Эйно щадил Митьку. Он не бил его по лицу. Он говорил, что если бы догадался привезти с собой перчатки, то можно было бы действовать свободнее. А пока приходится ограничиваться туловищем. Правда, иногда его рука давала промах и заезжала в лицо Митьке, но это случалось редко, и Митька не обижался. Он быстро усвоил нужную выдержку и способность легко переносить удары.

Эйно даже похвалил его несколько раз.

— У тебя выносливое тело и длинные, хорошие мышцы, — говорил он, медленно отчеканивая слова, — только они чересчур крепкие. Но все же из тебя может выйти толк...

И Митька, окрыленный его похвалой, старался блеснуть всем своим уменьем и, быстро работая руками, сам пытался перейти от защиты к атаке.

Тогда Эйно, коротко улыбнувшись, отбрасывал его далеко назад тяжелым ударом в грудь. И пока Митька, растерянно моргая глазами, медленно приподнимался с земли, Эйно смотрел куда-то в сторону своими ледяными глазами и спокойно поучал его:

— Ты не переходи в нападение пока, а только защищайся. Нападение у тебя не получается. Ты легче меня на десять кило и теряешь устойчивость в нападении. Получается детская игра, а мне играть некогда. Ты стой крепче в защите, понятно? Придерживайся дисциплины. Ну ладно. На сегодня хватит. Отдыхай.

И Эйно уходил, растирая на ходу мышцы груди и рук. Ему предстояло еще вымыться, обтереться полотенцем и затем предоставить себе девятичасовой сон. Он строго придерживался правил тренировки, как и подобает настоящему бойцу.

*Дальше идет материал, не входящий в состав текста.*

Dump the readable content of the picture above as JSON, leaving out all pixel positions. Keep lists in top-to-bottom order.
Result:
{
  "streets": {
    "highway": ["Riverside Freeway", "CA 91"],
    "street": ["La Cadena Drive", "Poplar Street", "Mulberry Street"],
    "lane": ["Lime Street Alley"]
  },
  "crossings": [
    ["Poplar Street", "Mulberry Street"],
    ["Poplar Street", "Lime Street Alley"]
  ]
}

Иногда Митька, принимая от Эйно тяжелые удары и глядя в его холодные, бледные глаза, готов был думать, что тот лишен всяких человеческих чувств и сохраняет в себе только холодный, расчетливый дух бойца. Но Митька, конечно, ошибался. Он сам скоро узнал, что Эйно способен на очень сильные и горячие чувства.